__Work required__:
Check each line of the entries for "font" and report the ones that have it.

(Stored items)
____________

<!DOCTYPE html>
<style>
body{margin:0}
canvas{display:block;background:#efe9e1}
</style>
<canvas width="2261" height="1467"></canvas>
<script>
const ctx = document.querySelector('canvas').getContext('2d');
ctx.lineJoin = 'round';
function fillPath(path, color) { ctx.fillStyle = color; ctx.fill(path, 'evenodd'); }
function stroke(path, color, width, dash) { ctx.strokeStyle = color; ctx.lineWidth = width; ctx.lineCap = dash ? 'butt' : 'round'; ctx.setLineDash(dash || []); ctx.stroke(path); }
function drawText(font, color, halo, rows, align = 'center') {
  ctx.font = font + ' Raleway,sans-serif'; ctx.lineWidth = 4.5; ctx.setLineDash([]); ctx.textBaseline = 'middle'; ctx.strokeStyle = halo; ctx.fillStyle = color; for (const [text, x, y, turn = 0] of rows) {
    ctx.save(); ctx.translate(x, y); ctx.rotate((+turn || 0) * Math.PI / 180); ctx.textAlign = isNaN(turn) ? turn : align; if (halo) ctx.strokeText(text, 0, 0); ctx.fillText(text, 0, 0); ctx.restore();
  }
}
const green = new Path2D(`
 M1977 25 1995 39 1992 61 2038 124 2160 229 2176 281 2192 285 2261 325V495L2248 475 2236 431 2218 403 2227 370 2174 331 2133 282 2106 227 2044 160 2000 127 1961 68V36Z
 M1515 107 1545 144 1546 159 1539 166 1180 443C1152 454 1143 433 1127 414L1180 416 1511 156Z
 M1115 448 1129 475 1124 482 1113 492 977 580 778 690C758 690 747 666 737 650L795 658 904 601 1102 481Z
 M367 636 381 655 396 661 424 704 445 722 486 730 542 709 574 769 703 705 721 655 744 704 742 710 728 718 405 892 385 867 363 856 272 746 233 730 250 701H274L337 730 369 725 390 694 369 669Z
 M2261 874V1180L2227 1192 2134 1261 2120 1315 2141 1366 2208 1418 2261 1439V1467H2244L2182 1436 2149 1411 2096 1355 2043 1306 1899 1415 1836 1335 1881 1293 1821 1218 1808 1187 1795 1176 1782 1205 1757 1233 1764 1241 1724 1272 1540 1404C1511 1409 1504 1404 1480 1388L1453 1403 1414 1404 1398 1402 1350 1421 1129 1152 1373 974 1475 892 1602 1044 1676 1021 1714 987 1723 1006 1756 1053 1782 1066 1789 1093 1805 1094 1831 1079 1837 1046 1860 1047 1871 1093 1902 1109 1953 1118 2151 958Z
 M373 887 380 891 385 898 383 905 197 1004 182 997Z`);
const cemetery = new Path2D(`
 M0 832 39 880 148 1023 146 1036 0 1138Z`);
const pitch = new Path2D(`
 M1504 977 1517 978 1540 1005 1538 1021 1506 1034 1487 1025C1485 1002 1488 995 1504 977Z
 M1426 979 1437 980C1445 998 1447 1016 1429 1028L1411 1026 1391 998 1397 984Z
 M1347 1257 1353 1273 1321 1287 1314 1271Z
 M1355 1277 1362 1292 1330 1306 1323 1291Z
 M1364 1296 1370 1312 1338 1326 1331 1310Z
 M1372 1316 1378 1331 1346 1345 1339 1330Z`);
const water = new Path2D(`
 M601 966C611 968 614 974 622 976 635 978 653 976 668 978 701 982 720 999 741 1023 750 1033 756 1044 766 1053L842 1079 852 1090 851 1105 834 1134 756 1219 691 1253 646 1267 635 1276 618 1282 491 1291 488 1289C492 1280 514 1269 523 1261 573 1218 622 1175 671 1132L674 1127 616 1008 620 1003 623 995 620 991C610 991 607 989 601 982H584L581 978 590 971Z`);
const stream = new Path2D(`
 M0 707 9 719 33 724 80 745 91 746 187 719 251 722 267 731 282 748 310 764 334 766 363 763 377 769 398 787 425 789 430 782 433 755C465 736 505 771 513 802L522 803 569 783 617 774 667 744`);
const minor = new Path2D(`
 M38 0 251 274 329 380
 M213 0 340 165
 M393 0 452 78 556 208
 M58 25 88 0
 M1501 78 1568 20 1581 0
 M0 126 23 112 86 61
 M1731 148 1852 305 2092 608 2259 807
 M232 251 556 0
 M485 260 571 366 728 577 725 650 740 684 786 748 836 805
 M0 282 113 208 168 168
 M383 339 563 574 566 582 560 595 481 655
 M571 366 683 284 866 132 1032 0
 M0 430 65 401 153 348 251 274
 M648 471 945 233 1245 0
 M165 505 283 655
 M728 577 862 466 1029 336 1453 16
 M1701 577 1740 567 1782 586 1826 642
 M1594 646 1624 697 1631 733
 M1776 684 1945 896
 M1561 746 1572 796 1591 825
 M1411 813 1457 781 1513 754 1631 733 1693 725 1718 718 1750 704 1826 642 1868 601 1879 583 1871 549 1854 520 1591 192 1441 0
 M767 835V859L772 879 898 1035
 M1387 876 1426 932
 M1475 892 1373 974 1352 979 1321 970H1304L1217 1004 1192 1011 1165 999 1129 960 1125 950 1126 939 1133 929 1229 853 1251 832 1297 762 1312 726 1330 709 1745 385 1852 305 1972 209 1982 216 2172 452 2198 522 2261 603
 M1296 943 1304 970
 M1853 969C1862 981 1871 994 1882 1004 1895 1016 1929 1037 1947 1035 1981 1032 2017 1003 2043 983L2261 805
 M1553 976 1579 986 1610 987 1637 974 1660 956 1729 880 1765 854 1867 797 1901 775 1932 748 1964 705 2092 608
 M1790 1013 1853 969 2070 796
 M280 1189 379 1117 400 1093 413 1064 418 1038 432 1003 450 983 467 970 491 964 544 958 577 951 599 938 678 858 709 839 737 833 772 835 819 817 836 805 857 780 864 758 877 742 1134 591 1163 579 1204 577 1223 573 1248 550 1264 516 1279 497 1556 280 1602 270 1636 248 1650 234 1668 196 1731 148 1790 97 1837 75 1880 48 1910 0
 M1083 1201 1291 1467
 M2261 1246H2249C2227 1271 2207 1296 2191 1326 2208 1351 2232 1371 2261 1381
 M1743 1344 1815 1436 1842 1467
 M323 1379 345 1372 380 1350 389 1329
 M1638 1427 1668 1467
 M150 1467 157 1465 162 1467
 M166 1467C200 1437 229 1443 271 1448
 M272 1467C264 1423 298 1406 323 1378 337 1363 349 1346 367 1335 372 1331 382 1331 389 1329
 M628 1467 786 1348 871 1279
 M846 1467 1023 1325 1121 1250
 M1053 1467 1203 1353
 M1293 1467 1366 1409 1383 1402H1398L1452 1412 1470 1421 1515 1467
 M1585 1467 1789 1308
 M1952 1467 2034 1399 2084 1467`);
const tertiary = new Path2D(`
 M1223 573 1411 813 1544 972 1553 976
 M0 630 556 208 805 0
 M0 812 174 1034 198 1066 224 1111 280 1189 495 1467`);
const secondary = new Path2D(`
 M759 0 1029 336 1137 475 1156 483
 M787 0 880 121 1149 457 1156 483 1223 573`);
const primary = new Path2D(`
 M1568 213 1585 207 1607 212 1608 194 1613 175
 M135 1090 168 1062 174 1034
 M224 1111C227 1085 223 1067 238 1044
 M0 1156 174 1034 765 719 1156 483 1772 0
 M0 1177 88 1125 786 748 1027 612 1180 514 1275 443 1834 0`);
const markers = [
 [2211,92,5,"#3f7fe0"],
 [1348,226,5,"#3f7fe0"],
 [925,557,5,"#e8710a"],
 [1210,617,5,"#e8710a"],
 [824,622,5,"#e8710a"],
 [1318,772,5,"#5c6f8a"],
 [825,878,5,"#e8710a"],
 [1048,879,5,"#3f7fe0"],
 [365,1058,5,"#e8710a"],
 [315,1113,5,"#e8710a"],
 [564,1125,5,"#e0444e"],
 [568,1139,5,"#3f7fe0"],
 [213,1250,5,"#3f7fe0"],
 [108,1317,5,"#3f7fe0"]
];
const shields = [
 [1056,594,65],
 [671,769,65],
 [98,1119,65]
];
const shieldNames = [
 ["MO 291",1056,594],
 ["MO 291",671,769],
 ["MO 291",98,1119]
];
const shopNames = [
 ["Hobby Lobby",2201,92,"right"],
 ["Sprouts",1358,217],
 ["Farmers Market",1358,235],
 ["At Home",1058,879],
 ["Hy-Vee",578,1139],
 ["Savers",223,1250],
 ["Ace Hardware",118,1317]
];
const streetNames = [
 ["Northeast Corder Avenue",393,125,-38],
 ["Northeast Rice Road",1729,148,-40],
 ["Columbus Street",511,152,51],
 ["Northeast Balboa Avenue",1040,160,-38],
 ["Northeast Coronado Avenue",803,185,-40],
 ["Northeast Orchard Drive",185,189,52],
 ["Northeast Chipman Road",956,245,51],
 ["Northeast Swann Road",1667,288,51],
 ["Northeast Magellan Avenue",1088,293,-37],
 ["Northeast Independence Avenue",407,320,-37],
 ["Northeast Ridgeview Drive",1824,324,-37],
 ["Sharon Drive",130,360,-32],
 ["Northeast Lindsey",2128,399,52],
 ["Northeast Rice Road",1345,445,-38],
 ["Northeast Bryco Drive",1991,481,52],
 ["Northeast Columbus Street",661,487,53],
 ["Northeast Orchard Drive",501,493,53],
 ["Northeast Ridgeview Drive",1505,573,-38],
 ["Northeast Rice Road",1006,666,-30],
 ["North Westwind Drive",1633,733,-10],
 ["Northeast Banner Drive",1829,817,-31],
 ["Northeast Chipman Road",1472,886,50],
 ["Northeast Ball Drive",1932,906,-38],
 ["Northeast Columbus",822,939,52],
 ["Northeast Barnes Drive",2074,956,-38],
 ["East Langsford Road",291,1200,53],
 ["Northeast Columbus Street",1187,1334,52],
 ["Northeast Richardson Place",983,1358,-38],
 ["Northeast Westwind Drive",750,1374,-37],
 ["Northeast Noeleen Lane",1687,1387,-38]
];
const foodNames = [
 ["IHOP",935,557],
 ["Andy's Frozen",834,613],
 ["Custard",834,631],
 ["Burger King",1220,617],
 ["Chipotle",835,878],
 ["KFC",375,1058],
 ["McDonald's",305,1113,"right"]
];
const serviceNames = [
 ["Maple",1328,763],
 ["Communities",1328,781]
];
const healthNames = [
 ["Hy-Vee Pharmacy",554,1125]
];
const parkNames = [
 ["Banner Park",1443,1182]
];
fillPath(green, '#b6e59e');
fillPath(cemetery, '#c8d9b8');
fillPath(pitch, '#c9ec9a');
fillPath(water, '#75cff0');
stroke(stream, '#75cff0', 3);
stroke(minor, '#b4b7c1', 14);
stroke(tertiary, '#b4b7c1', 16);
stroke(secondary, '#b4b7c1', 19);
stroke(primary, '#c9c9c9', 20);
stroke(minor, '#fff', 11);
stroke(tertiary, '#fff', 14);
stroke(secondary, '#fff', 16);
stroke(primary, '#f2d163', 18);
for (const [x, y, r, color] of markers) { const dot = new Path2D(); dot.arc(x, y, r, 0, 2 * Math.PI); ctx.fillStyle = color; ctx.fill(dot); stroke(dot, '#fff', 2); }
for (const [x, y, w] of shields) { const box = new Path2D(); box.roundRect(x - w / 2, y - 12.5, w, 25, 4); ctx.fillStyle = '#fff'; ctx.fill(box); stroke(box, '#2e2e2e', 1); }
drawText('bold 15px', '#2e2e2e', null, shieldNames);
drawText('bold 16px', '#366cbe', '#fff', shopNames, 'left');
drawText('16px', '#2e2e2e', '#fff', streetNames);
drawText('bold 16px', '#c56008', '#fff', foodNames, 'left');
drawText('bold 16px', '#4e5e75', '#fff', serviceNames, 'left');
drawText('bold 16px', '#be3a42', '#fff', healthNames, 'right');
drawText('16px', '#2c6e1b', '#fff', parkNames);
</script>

____________

__Finished exercise__:
function drawText(font, color, halo, rows, align = 'center') {
  ctx.font = font + ' Raleway,sans-serif'; ctx.lineWidth = 4.5; ctx.setLineDash([]); ctx.textBaseline = 'middle'; ctx.strokeStyle = halo; ctx.fillStyle = color; for (const [text, x, y, turn = 0] of rows) {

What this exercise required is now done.